No Shake-Up Seen For P.E. in Bank Merger –

The impending merger between Fleet Financial Group Inc. and BankBoston Corp. will not lead to any major restructuring at the two banks’ respective private equity units, according to Rick Fritz, president of BancBoston Capital and BancBoston Ventures.

Structural differences between BancBoston Capital and Fleet Equity Partners would discourage a full-scale merger of operations, Mr. Fritz said. BancBoston invests primarily as a limited partner, while Fleet Equity does more direct investing and has a more extensive fund-of-funds management business. Partners at Fleet Equity did not return calls.

Despite these differences, Mr. Fritz added, Fleet Equity stands to benefit from BankBoston’s extensive operations in Europe, Asia and Latin America, whereas Fleet Equity has direct investing strengths in the U.S. that will benefit BancBoston Capital.

“Both of us will have a lot more capital,” Mr. Fritz said. “And there are some leverage opportunities. But I don’t see a profound organizational change.”

On March 14, the two banks announced an agreement to merge, by which Fleet Financial will buy BankBoston for $16 billion in stock.
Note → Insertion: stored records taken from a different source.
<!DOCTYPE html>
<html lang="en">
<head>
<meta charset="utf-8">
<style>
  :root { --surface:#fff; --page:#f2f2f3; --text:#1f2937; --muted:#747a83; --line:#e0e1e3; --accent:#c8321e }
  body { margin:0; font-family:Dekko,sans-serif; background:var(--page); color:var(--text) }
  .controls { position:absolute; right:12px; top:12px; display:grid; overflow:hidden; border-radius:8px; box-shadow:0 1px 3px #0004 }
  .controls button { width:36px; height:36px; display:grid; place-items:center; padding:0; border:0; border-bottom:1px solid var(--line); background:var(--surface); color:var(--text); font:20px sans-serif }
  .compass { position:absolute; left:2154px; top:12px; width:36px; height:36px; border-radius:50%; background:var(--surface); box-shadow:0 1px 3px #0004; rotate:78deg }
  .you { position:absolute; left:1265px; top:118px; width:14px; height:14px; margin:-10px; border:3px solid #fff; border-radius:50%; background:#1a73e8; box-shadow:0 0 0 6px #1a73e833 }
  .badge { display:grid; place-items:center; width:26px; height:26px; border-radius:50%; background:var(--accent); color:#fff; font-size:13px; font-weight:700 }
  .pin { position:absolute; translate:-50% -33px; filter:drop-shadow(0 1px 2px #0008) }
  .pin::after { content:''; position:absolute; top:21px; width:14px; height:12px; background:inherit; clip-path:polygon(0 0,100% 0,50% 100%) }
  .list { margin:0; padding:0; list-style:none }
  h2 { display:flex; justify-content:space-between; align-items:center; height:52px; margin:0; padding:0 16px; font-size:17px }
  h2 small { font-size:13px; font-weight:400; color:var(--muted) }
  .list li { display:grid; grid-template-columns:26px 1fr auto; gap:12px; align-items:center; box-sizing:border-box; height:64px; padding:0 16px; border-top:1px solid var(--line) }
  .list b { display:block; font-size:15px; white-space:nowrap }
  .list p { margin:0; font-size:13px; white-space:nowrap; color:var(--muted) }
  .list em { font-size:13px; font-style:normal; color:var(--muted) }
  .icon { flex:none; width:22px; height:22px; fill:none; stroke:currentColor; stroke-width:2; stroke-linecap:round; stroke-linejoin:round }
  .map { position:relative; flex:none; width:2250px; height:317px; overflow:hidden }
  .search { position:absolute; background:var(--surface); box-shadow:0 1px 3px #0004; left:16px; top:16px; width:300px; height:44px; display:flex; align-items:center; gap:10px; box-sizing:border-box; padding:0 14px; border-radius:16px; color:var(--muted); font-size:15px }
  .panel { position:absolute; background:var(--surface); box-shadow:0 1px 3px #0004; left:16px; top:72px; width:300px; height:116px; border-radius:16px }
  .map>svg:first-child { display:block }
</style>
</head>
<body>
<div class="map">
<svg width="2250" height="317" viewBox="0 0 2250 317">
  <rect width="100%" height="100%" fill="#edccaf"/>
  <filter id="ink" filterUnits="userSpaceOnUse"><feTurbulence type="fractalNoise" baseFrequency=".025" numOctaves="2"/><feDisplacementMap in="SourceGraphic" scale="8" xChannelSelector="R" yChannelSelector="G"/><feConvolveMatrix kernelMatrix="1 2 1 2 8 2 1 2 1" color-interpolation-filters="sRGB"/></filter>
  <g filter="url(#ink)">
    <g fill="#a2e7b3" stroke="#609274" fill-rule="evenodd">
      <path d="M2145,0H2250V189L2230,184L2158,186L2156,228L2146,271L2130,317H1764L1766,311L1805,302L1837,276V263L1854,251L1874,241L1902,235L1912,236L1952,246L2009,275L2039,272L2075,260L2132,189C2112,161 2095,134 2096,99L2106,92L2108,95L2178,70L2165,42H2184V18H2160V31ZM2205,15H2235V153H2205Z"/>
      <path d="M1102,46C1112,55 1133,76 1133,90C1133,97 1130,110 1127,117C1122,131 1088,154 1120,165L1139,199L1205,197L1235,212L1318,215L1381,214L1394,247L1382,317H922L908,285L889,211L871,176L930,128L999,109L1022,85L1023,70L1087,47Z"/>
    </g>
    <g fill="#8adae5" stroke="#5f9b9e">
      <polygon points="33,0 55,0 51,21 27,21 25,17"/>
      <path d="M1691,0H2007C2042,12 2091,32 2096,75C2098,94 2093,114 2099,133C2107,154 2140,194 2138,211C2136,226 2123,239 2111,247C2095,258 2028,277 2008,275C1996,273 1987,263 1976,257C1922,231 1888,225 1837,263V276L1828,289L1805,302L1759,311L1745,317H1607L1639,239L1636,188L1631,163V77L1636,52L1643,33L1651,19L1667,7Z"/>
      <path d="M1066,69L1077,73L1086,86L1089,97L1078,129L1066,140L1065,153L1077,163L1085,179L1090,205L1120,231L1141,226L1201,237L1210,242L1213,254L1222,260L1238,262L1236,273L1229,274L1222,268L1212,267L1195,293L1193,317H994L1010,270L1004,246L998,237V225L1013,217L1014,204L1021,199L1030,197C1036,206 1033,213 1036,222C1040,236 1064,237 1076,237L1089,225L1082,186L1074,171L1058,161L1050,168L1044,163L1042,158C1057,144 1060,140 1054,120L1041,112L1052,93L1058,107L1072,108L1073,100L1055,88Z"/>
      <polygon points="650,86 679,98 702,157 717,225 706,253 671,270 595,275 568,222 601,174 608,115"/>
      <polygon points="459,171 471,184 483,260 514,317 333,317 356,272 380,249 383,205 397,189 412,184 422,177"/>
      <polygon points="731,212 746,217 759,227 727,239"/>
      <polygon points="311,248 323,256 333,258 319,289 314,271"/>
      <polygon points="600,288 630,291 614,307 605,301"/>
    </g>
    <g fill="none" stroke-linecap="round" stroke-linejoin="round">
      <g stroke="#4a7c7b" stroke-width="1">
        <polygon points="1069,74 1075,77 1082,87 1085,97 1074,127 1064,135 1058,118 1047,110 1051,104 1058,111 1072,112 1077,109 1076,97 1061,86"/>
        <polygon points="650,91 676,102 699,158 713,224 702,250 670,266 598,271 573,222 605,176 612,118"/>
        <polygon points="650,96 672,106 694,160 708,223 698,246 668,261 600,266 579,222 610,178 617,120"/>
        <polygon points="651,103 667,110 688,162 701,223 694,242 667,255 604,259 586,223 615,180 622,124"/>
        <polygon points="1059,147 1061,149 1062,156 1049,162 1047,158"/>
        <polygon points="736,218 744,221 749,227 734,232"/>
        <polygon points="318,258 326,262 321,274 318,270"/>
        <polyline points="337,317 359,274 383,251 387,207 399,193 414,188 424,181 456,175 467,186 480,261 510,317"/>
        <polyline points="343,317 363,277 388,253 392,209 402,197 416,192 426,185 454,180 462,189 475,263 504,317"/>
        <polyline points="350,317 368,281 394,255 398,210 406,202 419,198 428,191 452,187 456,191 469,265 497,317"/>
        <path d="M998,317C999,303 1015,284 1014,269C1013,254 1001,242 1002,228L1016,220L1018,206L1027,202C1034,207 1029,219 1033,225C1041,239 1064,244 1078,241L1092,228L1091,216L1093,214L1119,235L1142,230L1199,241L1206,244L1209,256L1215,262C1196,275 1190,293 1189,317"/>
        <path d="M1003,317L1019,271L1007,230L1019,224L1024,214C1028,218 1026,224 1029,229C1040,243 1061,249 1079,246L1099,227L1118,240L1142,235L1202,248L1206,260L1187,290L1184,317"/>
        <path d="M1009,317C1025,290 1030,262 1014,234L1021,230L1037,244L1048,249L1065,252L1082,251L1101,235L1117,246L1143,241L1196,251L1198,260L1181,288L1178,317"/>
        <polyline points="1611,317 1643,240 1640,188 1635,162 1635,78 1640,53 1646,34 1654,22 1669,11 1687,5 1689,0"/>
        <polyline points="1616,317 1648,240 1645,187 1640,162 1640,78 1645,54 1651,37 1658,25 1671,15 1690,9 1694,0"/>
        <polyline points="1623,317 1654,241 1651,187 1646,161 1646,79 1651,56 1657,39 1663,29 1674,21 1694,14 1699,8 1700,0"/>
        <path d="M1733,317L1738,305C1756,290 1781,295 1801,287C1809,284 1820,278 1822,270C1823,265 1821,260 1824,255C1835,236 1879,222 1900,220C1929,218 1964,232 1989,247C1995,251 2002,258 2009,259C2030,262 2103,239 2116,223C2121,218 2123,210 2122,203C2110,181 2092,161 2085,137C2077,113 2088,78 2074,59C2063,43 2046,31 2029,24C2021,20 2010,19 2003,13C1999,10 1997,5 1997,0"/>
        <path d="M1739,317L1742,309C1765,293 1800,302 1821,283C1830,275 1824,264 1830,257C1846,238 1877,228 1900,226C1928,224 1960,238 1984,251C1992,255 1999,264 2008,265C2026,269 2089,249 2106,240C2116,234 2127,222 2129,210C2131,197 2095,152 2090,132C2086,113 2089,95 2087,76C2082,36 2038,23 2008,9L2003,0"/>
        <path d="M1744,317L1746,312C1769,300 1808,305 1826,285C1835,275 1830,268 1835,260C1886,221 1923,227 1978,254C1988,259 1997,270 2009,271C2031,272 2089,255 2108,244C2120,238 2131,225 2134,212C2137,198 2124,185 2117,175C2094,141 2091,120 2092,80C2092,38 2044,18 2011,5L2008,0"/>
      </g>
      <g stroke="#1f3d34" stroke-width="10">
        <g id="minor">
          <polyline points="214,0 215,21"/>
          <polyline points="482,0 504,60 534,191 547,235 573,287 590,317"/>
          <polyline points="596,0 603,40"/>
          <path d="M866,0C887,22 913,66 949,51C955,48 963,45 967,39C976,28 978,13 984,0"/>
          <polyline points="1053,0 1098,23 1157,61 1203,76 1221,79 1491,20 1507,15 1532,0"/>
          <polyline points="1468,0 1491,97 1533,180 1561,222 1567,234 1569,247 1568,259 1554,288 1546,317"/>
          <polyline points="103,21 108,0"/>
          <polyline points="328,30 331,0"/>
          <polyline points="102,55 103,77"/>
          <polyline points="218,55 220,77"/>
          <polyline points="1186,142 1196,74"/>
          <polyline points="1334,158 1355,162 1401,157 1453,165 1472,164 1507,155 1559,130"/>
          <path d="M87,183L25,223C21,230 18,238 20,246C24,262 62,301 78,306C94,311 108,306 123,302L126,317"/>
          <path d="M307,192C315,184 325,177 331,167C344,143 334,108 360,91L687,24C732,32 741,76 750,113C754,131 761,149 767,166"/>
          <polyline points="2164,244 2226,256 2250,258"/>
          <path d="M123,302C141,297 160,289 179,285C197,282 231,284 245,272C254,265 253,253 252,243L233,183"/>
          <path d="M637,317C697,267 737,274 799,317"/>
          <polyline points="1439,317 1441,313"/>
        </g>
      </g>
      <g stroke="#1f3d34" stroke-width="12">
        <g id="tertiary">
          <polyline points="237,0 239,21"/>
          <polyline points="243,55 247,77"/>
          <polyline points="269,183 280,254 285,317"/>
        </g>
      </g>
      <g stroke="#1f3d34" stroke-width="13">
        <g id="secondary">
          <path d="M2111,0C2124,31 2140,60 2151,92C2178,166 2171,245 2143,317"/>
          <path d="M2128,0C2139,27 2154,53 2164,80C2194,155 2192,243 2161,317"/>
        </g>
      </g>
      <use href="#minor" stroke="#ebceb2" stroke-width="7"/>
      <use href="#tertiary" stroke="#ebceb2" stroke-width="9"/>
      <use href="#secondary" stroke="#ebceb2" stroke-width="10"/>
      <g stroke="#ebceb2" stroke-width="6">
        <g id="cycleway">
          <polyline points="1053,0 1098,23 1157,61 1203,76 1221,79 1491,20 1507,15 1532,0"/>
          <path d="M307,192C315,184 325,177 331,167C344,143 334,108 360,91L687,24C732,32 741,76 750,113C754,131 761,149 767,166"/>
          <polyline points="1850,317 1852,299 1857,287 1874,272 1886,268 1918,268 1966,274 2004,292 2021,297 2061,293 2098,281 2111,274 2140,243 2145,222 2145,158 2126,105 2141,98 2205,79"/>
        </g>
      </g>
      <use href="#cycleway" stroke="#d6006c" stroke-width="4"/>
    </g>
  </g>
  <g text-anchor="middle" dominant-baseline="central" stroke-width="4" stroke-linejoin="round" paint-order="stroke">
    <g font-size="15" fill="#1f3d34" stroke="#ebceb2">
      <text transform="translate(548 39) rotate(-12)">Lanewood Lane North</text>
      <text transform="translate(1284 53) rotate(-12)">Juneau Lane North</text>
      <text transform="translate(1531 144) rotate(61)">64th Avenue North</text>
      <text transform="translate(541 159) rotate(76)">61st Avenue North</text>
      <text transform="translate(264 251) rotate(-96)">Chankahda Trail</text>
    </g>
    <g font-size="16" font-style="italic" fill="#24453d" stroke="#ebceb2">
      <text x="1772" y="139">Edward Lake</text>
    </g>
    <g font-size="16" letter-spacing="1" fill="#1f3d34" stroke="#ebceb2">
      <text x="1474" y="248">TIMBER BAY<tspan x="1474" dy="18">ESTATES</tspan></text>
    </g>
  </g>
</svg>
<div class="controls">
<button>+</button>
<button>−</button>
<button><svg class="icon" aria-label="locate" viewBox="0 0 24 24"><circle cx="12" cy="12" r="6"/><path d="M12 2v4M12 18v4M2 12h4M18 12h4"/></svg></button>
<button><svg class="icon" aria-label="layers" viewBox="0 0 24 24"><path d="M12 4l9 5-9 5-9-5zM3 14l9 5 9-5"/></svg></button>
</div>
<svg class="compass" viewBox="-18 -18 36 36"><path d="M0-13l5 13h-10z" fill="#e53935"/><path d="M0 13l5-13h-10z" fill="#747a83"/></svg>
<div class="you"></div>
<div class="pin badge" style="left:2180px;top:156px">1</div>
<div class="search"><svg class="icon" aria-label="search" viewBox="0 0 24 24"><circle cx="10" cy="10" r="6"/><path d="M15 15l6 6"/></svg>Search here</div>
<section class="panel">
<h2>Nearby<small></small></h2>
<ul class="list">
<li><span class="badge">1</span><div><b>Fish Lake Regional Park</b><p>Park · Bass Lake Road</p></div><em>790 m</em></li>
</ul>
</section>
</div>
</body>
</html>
The move would create the U.S.’s eighth-largest bank.

The combined private equity operations of the two banks reportedly will make up approximately 6% of the new bank’s pro forma earnings.

Basic structural differences aside, BancBoston and Fleet Equity have not kept entirely off of each others’ turf. BancBoston has been moving into the fund management business, as well. Since early 1998, it has run a $150 million fund-of-funds and is currently raising a second with a $300 million target (BUYOUTS July 6, 1998, p. 8).